Initial state of the environment.

Returns

int

Selected action.

start_batch(states, deterministic=False)

Begin a batch of episodes.

Selects actions for multiple environments simultaneously.

Parameters

statesarray-like, shape (N, state_dim)

Batch of initial states.

deterministicbool, optional

If True, selects greedy actions; otherwise uses softmax exploration.

Returns

numpy.ndarray

Array of selected actions of shape (N,).

step(reward, new_state, terminal=False)

Take a step in a single environment.

Updates replay buffer and selects the next action.

Parameters

rewardfloat

Reward received from the previous action.

new_statearray-like

Next state observed.

terminalbool, optional

Whether the episode has terminated (default=False).

Returns

int

Selected action.

step_batch(rewards, next_states, dones, deterministic=False)

Take a step in multiple environments.

Stores transitions in the replay buffer, performs training updates, synchronizes the target network if needed, and selects next actions.

Parameters

rewardsarray-like, shape (N,)

Rewards from the previous actions.

next_statesarray-like, shape (N, state_dim)

Next states observed.

donesarray-like, shape (N,)

Boolean flags indicating episode termination.

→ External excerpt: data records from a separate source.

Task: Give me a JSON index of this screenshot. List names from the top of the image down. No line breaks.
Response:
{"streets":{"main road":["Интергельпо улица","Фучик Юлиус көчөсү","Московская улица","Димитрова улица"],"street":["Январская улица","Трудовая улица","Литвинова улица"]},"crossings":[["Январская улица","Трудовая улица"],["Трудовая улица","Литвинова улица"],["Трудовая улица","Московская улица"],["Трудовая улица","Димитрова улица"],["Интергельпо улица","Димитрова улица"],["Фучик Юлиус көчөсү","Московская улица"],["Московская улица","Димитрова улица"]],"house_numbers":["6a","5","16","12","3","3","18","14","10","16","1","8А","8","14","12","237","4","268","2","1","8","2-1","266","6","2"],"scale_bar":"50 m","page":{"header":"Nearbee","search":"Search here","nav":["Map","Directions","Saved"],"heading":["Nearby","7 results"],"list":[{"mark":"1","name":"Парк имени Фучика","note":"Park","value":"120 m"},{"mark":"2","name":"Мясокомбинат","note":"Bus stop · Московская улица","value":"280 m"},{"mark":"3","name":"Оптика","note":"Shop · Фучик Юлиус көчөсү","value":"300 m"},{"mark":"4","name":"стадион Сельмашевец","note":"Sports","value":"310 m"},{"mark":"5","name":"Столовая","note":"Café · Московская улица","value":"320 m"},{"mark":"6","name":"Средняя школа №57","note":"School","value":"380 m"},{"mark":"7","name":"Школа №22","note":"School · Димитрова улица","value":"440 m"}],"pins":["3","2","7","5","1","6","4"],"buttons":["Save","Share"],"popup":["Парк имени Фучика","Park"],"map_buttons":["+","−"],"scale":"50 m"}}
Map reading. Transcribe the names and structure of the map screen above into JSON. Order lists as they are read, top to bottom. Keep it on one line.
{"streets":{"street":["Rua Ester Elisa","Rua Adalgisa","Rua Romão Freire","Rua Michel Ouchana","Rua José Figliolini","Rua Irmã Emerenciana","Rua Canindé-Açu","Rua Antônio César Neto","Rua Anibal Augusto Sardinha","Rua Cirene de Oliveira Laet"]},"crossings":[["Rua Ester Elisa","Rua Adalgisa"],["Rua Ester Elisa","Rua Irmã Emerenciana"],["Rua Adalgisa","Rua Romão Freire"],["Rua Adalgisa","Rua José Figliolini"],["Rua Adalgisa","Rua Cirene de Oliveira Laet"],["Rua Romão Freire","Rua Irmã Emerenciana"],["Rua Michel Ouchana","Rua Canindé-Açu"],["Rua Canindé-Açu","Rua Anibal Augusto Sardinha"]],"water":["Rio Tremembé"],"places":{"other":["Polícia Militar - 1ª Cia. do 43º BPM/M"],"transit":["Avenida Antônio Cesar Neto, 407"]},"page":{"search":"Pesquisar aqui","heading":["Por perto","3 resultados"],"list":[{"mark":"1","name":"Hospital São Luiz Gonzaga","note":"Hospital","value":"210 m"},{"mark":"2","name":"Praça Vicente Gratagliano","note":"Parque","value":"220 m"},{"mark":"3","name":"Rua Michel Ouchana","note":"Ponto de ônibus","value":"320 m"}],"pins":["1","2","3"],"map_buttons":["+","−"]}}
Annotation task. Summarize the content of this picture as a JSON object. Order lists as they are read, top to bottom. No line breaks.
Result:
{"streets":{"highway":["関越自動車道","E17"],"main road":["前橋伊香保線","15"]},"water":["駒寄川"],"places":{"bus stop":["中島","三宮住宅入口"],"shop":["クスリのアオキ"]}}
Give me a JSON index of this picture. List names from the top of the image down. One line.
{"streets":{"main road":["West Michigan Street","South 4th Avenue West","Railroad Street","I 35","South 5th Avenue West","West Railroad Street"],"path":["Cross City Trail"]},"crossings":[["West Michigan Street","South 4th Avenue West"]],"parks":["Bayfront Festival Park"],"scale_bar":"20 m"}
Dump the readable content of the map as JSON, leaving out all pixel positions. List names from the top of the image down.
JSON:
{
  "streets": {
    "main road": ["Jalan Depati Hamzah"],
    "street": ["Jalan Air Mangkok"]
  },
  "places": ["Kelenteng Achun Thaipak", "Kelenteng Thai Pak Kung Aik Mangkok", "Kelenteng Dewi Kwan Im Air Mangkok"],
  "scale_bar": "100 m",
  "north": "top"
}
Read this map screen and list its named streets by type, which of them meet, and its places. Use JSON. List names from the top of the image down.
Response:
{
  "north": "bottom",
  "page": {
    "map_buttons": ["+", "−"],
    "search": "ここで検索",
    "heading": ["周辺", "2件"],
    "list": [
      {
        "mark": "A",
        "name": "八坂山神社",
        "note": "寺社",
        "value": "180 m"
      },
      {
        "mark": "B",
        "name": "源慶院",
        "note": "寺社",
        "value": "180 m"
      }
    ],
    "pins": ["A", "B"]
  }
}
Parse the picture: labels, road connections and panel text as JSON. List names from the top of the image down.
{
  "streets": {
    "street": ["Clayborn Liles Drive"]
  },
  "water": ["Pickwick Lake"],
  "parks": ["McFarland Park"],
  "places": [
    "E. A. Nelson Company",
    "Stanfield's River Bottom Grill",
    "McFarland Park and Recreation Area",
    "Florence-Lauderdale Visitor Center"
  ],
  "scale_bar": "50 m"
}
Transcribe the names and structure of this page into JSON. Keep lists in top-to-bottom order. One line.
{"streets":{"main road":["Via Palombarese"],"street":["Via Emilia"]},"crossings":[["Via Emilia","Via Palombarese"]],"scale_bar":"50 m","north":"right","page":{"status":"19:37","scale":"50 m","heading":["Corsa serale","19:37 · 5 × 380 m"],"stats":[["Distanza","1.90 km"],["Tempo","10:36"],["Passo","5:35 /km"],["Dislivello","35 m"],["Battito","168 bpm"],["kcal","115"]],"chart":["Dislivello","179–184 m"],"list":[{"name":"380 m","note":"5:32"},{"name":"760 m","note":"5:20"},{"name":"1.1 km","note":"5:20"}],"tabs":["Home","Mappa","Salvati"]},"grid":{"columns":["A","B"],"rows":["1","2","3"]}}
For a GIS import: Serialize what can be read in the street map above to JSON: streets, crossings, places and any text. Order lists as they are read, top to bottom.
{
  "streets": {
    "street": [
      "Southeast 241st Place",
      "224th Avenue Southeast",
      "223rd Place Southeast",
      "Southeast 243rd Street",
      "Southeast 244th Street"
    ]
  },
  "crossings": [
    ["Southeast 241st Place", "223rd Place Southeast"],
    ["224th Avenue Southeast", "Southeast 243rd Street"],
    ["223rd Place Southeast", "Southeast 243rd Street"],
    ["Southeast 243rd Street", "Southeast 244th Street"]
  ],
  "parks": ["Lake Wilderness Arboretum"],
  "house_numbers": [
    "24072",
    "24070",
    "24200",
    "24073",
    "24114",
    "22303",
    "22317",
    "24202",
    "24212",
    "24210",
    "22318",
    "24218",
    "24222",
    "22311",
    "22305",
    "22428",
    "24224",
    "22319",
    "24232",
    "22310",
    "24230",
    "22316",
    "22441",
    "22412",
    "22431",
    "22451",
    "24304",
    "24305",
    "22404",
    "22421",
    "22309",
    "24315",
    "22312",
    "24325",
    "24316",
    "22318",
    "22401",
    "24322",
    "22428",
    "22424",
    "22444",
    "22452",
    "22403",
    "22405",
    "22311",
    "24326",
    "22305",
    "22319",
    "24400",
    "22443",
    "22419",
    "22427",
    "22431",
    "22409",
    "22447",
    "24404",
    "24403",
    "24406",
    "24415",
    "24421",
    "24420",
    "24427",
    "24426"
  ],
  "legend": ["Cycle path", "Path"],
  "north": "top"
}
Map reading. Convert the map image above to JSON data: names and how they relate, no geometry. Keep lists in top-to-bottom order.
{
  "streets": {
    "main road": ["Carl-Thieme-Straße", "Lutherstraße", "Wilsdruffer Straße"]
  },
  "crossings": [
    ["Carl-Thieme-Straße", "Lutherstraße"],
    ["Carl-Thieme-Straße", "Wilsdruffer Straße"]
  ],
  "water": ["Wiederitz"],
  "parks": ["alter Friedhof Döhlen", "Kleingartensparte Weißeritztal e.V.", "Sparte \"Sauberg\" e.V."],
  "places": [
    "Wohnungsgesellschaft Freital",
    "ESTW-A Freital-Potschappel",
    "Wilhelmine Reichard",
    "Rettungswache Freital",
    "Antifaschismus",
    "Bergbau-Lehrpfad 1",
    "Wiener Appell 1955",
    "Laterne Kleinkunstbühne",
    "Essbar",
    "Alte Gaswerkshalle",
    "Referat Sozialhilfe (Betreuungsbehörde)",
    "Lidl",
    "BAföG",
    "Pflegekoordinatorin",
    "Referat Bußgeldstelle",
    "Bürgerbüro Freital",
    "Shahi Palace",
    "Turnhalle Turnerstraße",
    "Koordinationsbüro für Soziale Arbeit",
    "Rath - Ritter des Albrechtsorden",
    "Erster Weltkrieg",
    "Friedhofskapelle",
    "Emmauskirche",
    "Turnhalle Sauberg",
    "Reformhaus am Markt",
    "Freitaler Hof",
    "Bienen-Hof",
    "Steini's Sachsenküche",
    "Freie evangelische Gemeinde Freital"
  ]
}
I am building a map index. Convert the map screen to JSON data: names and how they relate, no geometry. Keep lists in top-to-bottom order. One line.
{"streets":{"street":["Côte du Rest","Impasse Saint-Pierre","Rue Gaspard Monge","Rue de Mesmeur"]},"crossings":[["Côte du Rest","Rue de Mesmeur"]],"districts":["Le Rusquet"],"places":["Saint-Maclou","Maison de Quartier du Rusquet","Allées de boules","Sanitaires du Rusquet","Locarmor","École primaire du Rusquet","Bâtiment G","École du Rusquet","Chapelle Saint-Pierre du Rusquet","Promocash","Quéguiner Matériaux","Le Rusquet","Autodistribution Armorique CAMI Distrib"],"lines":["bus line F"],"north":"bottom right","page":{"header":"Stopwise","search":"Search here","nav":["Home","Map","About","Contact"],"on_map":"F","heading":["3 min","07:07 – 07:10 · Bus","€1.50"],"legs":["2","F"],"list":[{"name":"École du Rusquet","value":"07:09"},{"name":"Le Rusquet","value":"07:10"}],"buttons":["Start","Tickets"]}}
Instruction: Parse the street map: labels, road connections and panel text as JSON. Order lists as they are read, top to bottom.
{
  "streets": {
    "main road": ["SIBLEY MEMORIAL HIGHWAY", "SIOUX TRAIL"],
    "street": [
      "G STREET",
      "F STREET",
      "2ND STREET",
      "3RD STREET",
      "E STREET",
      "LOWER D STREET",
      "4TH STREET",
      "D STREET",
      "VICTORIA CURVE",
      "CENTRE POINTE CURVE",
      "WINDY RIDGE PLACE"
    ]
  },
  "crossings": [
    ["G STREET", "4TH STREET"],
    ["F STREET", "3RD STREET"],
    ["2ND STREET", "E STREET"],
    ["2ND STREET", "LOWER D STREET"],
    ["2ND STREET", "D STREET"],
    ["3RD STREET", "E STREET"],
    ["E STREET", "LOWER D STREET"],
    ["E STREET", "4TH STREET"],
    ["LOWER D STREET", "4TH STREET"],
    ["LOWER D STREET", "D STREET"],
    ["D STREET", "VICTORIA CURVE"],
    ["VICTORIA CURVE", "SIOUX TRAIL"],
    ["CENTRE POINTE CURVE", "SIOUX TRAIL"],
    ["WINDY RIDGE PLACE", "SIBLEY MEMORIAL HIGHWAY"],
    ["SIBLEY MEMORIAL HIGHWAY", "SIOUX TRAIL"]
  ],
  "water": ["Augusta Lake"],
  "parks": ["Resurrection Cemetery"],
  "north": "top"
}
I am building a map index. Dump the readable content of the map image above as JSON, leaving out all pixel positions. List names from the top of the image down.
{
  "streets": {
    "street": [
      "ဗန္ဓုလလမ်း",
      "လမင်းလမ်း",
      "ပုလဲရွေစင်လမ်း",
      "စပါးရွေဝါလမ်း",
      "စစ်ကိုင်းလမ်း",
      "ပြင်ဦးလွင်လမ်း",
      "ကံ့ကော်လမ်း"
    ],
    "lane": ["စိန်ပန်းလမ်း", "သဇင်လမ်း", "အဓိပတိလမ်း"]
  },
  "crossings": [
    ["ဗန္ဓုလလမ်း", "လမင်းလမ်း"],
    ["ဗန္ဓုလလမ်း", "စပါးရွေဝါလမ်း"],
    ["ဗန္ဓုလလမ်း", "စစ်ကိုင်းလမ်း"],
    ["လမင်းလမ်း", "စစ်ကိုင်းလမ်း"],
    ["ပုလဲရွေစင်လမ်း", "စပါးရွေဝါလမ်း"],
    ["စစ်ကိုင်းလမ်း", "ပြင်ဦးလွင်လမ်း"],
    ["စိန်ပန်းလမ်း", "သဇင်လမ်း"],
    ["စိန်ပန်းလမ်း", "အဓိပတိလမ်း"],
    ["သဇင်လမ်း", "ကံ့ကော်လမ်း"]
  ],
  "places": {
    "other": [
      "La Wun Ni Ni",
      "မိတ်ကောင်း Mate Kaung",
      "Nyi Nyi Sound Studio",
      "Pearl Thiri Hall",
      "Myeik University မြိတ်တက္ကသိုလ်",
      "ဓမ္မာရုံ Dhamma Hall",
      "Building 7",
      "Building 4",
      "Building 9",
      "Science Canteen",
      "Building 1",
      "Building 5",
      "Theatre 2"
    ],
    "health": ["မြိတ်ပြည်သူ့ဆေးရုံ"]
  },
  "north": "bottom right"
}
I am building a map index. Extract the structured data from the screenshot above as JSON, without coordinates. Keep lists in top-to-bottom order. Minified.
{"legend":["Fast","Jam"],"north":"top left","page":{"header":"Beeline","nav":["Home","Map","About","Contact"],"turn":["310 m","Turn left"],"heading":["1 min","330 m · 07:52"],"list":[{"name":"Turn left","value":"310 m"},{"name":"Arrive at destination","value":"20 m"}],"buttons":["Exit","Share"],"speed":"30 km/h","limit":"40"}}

deterministicbool, optional

If True, selects greedy actions; otherwise uses softmax exploration.

Returns

numpy.ndarray

Array of selected actions of shape (N,).

class rlforge.agents.semi_gradient.dqn_pytorch.ReplayBuffer(size, mini_batch_size)

An optimized fixed-size replay buffer using collections.deque for O(1) appends and pops.

append(state, action, reward, terminal, new_state)

Add a single new experience to the buffer.

clear()

Clears the buffer content.

sample()

Randomly sample a mini-batch of experiences from the buffer.

rlforge.agents.semi_gradient.dqn_pytorch.softmax(x, temperature=1.0)

Compute the softmax over the last dimension of an array.

This is typically used to convert Q-values into a probability distribution for exploration.

Parameters

xnp.ndarray

Input Q-values, typically of shape (N, action_dim).

temperaturefloat

Controls the entropy of the distribution. Higher temperature results in more random actions.

Returns

np.ndarray

Softmax probabilities with the same shape as x.